WHAT YOU WILL DO
What lines of the data below hold the string "worn"? Copy each one out.
**********
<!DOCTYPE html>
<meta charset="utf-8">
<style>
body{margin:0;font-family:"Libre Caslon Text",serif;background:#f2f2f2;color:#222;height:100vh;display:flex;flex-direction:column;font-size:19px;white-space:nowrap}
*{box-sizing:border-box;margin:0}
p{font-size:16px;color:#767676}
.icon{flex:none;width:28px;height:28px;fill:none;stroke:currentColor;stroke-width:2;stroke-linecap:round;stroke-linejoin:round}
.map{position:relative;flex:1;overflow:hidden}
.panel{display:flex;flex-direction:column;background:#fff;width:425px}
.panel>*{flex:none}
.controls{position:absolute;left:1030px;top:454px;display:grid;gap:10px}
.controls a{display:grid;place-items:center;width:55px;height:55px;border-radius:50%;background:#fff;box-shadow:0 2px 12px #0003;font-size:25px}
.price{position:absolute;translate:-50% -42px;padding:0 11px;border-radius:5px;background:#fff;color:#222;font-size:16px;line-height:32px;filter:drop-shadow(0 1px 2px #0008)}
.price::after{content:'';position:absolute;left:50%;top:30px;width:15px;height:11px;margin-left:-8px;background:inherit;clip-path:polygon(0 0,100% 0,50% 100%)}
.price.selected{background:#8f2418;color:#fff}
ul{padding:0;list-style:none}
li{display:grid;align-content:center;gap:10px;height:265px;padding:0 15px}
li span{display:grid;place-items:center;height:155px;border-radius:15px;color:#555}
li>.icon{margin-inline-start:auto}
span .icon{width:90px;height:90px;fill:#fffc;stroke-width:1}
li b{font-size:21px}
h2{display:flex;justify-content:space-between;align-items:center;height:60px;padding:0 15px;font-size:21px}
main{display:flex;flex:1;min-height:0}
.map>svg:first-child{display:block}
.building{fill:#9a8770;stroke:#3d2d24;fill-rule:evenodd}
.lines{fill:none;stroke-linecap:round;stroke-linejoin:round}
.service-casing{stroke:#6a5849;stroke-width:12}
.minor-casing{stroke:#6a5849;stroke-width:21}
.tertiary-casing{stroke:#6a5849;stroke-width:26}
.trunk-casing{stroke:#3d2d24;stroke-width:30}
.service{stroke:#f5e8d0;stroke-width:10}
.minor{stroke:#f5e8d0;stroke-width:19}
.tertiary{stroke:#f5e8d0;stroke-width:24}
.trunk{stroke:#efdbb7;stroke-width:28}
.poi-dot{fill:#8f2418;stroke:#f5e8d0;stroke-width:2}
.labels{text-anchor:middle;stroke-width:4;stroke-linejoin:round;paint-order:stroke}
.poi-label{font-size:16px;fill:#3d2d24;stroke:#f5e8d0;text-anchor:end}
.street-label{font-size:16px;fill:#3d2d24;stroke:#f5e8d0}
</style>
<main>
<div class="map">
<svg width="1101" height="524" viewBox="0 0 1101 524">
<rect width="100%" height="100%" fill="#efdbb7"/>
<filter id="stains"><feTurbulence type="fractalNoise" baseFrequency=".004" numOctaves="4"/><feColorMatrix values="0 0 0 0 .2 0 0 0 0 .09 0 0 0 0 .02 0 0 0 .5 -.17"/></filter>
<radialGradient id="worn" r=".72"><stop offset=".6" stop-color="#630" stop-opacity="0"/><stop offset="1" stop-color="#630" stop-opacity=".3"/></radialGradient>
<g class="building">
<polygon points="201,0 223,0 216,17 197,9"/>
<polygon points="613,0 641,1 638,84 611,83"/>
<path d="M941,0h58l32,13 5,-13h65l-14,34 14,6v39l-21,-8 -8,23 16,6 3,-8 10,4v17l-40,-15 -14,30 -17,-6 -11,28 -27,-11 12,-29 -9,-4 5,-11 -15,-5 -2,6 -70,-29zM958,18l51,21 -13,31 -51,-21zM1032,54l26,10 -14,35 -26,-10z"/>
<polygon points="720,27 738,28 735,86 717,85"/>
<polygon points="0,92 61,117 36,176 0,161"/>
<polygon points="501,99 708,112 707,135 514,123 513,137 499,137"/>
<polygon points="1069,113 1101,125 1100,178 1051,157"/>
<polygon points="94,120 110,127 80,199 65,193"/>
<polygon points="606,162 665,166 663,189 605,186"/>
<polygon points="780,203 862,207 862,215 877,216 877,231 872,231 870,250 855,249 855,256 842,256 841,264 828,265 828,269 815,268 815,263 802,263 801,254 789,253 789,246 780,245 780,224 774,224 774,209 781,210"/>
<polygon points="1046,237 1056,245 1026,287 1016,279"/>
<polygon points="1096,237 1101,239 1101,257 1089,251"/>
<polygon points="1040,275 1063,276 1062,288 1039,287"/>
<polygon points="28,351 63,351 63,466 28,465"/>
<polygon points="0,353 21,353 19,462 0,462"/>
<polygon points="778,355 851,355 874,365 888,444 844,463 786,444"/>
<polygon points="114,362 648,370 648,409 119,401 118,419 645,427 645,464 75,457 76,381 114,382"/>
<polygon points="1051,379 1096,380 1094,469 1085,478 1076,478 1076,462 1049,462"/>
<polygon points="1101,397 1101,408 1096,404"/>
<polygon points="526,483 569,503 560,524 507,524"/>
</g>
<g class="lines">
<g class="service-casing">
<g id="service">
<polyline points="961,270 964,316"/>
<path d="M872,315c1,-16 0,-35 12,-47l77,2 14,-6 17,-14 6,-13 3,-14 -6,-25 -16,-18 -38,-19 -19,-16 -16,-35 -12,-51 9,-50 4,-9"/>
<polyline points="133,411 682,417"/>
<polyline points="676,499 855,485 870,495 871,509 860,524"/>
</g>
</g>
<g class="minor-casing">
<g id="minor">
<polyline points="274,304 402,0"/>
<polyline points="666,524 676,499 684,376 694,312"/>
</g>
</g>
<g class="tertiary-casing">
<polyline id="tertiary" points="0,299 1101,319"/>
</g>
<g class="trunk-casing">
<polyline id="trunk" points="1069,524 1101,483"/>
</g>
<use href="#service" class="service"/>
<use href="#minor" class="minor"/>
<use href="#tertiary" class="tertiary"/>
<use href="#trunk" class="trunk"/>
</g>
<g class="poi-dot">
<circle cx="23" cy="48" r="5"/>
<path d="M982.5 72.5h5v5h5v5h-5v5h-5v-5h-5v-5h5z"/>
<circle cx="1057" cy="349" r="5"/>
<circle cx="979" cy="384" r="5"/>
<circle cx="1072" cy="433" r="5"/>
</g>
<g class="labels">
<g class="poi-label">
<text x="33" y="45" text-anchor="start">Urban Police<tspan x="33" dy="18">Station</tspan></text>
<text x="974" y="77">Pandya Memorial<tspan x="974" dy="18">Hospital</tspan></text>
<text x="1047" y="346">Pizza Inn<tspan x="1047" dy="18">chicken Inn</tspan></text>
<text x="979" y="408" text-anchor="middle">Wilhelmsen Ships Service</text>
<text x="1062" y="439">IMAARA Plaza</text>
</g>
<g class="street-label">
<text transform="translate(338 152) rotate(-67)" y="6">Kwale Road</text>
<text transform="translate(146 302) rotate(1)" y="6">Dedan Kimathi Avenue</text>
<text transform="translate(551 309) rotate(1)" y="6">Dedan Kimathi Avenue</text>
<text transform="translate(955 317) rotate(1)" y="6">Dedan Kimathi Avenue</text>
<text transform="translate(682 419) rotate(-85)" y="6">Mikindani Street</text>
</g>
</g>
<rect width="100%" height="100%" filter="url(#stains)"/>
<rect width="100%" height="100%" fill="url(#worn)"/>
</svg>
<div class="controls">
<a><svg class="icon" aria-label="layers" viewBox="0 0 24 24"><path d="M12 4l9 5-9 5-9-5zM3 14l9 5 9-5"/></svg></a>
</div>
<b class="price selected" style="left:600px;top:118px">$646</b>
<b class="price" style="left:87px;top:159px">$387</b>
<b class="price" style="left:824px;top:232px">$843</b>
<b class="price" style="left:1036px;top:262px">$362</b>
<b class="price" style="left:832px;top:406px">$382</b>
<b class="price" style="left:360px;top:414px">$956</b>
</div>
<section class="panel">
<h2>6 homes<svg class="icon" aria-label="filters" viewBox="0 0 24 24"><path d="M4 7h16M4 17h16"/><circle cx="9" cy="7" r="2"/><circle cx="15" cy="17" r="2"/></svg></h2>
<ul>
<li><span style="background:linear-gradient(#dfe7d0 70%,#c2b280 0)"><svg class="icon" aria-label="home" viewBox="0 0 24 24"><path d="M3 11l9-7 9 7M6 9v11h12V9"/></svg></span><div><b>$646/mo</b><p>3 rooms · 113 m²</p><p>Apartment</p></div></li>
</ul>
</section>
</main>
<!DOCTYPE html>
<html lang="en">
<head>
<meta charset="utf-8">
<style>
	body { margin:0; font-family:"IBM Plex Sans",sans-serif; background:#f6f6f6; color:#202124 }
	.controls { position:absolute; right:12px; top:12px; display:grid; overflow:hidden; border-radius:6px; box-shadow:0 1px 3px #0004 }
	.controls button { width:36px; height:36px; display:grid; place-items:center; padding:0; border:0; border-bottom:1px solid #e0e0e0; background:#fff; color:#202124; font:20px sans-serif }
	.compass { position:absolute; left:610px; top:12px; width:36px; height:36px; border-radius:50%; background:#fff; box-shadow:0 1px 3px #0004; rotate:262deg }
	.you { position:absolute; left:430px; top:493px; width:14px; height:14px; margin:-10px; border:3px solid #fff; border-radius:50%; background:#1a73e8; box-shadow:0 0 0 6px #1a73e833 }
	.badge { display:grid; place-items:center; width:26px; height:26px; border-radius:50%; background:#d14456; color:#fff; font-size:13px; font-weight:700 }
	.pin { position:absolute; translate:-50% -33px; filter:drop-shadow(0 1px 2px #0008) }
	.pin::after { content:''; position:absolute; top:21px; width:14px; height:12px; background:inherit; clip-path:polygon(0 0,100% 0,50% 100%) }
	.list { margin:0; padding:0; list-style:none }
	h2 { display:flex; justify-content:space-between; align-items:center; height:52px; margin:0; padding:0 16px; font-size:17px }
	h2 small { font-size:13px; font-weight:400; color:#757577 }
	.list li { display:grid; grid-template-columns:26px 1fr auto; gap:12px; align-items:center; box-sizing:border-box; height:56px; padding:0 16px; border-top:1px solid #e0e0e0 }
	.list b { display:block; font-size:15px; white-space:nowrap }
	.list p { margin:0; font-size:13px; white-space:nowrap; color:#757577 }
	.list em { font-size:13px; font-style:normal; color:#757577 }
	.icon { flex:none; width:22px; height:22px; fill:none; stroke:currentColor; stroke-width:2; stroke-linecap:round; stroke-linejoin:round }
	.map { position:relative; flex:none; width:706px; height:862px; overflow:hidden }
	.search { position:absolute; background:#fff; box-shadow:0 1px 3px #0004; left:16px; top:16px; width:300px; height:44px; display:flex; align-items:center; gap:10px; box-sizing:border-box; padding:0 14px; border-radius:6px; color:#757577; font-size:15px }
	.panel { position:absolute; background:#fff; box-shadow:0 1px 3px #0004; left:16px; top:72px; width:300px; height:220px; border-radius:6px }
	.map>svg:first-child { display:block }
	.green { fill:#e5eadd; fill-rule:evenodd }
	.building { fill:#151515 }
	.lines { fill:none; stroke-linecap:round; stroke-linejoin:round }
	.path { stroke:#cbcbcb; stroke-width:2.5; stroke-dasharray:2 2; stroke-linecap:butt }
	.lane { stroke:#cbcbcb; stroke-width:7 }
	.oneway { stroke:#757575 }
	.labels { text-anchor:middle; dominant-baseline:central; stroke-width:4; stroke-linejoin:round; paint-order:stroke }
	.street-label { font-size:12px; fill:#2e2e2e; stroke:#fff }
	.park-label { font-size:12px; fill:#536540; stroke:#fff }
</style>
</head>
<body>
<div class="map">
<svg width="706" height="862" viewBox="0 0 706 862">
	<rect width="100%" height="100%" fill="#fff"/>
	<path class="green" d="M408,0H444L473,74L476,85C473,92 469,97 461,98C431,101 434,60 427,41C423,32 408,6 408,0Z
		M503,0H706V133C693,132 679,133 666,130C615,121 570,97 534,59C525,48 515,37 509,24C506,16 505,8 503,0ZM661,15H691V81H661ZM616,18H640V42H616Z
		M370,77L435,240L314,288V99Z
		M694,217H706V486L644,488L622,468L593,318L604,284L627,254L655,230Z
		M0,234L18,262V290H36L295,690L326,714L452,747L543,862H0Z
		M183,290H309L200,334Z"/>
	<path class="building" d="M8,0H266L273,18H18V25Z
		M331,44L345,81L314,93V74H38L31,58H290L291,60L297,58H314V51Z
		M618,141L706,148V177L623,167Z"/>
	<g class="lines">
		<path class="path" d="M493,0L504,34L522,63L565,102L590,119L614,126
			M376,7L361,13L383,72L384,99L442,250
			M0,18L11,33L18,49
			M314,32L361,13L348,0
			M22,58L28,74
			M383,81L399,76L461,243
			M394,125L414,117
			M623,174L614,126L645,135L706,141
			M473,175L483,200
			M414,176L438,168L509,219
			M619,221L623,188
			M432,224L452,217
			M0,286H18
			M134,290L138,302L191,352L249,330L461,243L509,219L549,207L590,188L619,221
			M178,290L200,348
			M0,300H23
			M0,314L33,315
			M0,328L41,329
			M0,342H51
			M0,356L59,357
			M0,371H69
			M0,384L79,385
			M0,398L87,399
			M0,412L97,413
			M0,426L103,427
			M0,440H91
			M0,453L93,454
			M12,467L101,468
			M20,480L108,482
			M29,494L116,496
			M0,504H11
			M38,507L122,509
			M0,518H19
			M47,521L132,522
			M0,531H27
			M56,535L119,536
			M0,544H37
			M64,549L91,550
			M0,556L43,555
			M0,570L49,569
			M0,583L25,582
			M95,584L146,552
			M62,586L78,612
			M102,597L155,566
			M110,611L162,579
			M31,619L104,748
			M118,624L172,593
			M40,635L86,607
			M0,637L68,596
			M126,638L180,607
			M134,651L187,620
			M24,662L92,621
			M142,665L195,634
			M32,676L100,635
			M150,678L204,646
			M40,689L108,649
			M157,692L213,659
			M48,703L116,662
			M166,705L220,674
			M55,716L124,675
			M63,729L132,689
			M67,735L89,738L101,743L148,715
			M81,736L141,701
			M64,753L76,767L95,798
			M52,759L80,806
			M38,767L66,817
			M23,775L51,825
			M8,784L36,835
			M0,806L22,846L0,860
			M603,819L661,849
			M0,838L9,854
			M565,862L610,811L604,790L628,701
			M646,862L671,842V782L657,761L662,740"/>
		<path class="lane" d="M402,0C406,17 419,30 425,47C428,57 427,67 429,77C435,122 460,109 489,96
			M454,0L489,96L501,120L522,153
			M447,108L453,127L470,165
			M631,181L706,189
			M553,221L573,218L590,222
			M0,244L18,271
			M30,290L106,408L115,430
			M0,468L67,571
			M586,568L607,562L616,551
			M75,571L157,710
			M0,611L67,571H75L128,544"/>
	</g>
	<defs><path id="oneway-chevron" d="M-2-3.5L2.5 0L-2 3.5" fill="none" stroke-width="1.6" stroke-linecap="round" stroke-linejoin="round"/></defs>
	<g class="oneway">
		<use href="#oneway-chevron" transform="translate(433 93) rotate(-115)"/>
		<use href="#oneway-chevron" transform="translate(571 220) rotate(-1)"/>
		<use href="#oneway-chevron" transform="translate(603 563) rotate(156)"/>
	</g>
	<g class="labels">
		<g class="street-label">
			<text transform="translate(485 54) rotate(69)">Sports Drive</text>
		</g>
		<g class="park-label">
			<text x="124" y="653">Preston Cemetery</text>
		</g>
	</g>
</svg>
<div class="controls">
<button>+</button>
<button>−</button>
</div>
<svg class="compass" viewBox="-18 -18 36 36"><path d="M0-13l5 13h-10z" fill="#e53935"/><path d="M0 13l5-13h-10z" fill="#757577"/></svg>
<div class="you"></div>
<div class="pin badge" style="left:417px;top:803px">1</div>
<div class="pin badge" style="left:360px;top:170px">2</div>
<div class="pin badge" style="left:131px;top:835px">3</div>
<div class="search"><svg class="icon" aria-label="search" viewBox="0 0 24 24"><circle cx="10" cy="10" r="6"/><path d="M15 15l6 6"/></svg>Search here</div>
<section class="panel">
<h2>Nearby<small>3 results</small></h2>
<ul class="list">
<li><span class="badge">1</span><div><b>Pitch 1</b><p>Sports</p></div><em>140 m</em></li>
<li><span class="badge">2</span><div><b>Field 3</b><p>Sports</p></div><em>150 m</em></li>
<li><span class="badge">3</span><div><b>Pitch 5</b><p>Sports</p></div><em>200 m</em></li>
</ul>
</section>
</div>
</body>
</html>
**********
SOLUTION FOR THIS EXERCISE
<radialGradient id="worn" r=".72"><stop offset=".6" stop-color="#630" stop-opacity="0"/><stop offset="1" stop-color="#630" stop-opacity=".3"/></radialGradient>
<rect width="100%" height="100%" fill="url(#worn)"/>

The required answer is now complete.